Although the series has been going strong for 20 years, the template has changed little. Link starts the game without weaponry but with three hearts representing his life energy, gradually acquiring more items and growing more powerful as he progresses through a massive landscape. Gameplay is split into two parts: a contiguous overworld, which mixes exploration and item collection with low-risk enemy encounters, and dungeons, which are more grueling and feature a mix of puzzles, enemies, and perilous environments. For many, the appeal of Zelda has always been in traipsing across the overworld and looking for secret caves and hidden power-ups. To a point, that’s fun, or at least rewarding. But when the dungeons so often feature ingenious level design and epic boss battles, why do they make up such a proportionally small part of the game? Between dungeons, Link has to perform such swashbuckling tasks as finding and destroying dozens of little bugs. (Was the Orkin Man busy?) Taking the time to complete the interstitial tasks feels like having to eat your vegetables before you can have dessert.
The big gameplay wrinkle this time around is that Link spends much of the game in the form of a wolf. This would have seemed more earth-shattering if a wolf-based action RPG hadn’t been released just three months ago (
Okami, for the PS2, which also happened to be the best game of the year). And Link’s lupine form has few unique powers. He can dig for treasure (shades of Okami), and he has a special sensory mode that allows him to see extra-dimensional characters. But his combat skills are almost identical no matter what form he assumes, and fighting is just about all that the wolf is capable of.

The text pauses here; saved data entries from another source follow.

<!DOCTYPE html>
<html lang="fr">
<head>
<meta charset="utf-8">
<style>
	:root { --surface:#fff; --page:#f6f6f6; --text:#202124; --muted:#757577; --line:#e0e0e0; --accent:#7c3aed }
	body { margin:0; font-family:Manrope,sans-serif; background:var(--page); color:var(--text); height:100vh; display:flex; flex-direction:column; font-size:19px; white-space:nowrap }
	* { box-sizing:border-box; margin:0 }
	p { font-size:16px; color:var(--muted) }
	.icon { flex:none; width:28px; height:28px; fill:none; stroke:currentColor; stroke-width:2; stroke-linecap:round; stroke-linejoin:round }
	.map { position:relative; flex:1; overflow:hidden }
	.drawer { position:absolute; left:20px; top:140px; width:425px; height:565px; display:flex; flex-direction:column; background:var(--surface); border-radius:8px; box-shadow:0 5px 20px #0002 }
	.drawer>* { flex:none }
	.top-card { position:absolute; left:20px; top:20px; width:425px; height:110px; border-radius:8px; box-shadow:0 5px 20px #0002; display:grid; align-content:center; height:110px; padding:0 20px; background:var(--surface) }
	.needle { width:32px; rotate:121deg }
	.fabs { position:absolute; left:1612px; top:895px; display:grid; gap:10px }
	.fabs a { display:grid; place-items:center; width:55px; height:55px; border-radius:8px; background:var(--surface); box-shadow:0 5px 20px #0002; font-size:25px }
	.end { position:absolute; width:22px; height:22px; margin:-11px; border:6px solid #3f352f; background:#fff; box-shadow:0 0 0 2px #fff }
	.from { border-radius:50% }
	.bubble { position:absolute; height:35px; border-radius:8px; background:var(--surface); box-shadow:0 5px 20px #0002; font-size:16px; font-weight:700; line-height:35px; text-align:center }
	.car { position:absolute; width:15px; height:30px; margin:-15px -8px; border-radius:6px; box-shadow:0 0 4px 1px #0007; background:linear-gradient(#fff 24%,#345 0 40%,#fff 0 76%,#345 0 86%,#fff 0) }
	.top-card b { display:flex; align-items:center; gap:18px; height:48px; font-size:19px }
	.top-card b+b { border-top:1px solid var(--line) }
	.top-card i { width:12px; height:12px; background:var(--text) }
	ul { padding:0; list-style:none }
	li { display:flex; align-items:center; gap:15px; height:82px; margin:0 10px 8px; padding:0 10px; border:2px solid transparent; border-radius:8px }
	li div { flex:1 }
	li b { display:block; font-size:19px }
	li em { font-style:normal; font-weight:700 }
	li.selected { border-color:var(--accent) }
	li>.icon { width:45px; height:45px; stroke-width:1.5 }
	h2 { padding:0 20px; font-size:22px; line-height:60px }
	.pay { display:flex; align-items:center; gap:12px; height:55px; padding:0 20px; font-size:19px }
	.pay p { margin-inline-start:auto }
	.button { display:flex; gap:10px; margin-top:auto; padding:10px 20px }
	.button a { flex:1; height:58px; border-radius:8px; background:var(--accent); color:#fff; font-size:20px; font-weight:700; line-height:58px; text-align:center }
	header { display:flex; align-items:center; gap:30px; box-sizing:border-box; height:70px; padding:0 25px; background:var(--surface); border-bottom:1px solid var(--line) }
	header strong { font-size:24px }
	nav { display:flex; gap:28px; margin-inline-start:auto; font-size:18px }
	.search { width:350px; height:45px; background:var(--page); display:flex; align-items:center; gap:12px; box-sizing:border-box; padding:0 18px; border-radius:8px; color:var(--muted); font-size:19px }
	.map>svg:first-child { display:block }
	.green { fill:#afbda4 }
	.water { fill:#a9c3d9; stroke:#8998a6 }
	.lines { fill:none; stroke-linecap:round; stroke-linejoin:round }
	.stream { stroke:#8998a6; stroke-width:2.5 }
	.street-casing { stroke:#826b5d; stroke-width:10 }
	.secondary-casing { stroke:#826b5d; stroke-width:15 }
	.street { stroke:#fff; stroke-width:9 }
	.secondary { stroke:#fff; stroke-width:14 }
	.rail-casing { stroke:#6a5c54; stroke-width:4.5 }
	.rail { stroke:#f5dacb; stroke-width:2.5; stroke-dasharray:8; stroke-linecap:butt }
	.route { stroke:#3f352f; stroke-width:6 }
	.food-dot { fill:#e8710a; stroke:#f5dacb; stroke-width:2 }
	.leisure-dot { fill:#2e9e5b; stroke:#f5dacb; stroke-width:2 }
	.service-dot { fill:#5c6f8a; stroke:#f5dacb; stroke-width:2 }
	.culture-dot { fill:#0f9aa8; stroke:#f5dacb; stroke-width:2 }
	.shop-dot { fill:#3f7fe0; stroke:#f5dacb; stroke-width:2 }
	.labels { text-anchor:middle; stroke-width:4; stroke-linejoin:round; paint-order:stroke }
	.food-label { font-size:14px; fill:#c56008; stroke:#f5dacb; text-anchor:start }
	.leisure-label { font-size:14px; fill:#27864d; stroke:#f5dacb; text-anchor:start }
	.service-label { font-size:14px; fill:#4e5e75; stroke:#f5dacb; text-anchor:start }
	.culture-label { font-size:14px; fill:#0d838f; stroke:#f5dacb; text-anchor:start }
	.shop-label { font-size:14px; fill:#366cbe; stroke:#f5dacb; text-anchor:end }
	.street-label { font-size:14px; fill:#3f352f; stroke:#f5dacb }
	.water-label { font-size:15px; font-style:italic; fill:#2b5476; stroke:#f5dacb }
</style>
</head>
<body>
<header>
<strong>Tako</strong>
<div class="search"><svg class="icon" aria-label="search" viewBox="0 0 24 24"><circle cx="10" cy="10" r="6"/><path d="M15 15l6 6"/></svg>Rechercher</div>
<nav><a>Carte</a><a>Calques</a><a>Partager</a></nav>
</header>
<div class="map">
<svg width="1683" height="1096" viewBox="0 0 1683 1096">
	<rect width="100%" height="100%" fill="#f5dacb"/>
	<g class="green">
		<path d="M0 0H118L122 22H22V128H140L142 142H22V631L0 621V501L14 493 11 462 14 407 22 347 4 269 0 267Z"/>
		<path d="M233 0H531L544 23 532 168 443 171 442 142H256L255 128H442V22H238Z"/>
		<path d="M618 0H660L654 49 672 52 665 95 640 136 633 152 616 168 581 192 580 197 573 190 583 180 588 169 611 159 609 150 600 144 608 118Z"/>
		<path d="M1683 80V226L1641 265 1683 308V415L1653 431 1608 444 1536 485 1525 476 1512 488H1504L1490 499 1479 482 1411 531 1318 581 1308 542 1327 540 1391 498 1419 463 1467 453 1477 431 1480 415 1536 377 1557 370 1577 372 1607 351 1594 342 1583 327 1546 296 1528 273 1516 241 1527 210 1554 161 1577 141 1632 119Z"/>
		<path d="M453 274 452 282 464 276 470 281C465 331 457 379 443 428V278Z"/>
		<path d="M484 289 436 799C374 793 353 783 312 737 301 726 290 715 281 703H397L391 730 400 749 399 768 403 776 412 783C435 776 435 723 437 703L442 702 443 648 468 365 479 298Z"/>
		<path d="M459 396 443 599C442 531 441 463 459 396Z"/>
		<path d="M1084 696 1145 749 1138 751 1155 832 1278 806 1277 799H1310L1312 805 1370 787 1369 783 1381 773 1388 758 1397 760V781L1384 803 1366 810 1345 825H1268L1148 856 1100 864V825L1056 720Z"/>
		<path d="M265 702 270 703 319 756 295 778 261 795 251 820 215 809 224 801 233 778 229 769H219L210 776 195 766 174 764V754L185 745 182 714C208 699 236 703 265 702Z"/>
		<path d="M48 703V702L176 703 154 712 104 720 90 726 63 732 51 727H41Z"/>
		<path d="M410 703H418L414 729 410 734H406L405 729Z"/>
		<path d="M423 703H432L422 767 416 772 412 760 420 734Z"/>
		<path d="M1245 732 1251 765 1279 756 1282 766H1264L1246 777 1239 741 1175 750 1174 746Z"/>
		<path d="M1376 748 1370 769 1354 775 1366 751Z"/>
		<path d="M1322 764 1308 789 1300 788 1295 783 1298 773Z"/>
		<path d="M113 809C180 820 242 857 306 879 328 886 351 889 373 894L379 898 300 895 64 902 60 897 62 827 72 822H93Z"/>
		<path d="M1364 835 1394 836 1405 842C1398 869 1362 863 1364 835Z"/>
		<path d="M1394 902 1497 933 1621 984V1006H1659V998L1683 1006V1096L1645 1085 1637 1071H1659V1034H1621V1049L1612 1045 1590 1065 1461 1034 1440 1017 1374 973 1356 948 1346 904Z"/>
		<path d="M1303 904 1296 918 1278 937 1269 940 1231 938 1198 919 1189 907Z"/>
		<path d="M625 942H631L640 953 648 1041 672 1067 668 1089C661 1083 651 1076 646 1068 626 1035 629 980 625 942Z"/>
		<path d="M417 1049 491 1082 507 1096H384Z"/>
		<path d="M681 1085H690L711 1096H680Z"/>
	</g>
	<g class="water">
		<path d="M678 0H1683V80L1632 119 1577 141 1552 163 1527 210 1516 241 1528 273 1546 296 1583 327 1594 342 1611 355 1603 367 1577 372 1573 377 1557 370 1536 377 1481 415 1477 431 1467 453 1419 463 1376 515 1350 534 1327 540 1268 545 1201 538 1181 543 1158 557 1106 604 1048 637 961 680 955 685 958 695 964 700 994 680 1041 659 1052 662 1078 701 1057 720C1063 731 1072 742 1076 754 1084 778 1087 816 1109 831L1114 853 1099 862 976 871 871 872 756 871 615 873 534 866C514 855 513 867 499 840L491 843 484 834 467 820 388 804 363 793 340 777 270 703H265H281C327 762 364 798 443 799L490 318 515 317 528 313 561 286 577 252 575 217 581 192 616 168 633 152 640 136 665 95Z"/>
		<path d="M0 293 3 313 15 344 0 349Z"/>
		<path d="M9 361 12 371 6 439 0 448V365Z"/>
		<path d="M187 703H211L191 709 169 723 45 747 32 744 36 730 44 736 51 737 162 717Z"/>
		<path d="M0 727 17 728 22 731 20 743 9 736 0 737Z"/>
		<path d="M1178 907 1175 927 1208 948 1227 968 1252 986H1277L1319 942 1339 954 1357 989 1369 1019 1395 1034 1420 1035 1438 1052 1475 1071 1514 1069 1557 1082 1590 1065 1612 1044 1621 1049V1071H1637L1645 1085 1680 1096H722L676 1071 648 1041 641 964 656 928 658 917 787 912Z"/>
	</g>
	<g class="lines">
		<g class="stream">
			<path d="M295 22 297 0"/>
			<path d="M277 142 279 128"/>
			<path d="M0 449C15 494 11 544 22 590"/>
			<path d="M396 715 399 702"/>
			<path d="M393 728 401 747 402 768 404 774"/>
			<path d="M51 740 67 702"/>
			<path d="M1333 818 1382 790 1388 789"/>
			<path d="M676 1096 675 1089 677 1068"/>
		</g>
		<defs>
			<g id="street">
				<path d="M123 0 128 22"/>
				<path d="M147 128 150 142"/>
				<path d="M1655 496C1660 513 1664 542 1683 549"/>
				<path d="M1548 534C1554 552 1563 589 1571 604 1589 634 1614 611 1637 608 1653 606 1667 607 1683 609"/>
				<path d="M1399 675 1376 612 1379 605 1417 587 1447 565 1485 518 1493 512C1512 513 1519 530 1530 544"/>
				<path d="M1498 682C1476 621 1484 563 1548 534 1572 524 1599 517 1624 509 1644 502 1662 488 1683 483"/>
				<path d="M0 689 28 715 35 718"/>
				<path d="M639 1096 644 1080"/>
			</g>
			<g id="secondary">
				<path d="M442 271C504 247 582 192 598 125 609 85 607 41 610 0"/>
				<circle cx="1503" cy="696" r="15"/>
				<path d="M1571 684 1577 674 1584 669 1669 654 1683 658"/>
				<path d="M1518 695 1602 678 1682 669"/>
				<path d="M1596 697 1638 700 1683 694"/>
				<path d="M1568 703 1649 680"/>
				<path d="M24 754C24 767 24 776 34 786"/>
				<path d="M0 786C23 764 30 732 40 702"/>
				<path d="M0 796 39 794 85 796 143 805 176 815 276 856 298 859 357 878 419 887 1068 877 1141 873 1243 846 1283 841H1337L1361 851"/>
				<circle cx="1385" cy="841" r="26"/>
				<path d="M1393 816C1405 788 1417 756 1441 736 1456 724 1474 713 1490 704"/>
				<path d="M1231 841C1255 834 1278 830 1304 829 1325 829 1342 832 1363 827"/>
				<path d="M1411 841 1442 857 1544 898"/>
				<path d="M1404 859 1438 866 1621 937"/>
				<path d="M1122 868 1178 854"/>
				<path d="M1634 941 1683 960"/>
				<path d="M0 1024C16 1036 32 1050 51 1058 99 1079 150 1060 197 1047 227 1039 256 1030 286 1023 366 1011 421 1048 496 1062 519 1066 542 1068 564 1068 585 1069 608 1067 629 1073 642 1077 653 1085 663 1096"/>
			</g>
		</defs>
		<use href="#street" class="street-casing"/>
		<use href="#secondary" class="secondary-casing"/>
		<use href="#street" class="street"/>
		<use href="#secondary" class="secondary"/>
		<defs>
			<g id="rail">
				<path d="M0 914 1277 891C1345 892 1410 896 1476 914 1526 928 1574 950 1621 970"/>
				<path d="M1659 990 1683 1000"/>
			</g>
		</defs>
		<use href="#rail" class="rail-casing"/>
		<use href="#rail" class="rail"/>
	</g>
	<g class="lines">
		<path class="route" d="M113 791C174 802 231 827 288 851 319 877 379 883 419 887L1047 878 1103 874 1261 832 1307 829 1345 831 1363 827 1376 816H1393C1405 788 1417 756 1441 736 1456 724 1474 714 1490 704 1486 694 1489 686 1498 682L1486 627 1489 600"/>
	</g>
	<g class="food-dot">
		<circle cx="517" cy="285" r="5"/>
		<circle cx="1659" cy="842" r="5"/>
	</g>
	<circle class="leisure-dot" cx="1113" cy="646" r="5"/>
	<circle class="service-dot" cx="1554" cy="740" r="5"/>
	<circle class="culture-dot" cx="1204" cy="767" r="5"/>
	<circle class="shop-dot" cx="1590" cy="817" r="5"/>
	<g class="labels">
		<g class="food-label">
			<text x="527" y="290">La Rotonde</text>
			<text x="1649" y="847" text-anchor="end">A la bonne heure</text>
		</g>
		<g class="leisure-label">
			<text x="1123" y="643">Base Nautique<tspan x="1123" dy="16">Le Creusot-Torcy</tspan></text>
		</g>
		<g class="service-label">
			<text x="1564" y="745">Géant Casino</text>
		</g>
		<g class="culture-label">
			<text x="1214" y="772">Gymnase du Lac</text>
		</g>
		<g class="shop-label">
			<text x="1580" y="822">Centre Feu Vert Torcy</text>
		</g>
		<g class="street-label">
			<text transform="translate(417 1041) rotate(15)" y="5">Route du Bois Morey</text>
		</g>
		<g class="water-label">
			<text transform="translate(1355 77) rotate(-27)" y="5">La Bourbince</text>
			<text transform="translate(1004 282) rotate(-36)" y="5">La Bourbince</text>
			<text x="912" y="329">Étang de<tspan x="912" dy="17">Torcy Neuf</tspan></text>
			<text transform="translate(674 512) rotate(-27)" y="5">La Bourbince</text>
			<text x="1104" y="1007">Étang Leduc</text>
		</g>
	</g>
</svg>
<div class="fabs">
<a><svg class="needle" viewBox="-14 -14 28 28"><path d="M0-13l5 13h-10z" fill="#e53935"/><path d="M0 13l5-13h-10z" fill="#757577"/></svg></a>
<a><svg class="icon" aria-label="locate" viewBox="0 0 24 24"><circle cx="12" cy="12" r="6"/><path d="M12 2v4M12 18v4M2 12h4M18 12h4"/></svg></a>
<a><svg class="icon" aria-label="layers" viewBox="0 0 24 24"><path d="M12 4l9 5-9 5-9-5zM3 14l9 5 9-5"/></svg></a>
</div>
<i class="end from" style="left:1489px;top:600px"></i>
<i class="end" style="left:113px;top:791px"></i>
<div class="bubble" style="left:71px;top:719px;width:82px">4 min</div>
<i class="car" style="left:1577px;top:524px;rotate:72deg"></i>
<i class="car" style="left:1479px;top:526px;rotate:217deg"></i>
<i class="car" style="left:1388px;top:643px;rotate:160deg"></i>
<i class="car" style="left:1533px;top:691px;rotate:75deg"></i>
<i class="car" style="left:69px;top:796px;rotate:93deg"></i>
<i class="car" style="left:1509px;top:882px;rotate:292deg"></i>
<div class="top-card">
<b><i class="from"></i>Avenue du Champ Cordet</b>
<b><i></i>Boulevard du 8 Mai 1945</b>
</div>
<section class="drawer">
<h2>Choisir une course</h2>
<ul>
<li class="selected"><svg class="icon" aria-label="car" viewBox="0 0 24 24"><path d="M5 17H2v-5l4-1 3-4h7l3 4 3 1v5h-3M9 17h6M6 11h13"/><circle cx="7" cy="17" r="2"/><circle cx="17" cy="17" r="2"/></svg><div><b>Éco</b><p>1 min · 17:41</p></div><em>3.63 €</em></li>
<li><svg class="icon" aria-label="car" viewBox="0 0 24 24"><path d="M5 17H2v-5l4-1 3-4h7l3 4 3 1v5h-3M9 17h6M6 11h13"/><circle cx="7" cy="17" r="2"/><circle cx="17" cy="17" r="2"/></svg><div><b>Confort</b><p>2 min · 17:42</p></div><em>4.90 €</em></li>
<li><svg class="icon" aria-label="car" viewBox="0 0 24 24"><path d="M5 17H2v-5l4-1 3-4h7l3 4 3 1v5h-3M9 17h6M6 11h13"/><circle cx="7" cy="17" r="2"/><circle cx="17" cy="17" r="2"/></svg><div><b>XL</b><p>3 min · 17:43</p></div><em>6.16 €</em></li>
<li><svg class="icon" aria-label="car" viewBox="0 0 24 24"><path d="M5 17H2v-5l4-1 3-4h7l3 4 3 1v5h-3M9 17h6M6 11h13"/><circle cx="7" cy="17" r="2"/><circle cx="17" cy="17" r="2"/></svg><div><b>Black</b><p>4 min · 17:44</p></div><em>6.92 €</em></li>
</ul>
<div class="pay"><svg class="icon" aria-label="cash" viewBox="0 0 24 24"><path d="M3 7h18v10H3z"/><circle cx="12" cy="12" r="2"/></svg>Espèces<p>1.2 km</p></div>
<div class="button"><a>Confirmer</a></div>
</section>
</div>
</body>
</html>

Much has been made of Twilight Princess’s journey from a GameCube exclusive to a Wii launch game. I am not convinced that the motion-sensitive Wii controller represents an improvement over the classic gamepad. Aiming projectile weapons like the boomerang and the bow is intuitive and useful, but the rest of the Wii remote’s functions are less sure. Swordfighting in particular is a disappointment. I had thought that Link’s sword would map exactly to the position and movement of the Wii remote, opening up infinite swordplay possibilities. Instead, you just wiggle it to trigger a slashing motion. There’s no functional difference between twitching the remote and hitting a button; you simply expend more energy to achieve the same result. That is not a user-friendly trade-off.
It’s a shame, too, because the game is fantastic when it starts clicking. Dungeons are less dependent on busy-work puzzles than they have been in Zeldas past. (You will, however, still be pushing around your share of giant blocks for no apparent reason.) In some ways, Twilight Princess is more fun to have played than it is to play. As a launch title for the Wii, it is a fine showing. As the last significant GameCube game, it’s practically essential. As one of the most eagerly awaited games of the year, it falls just short.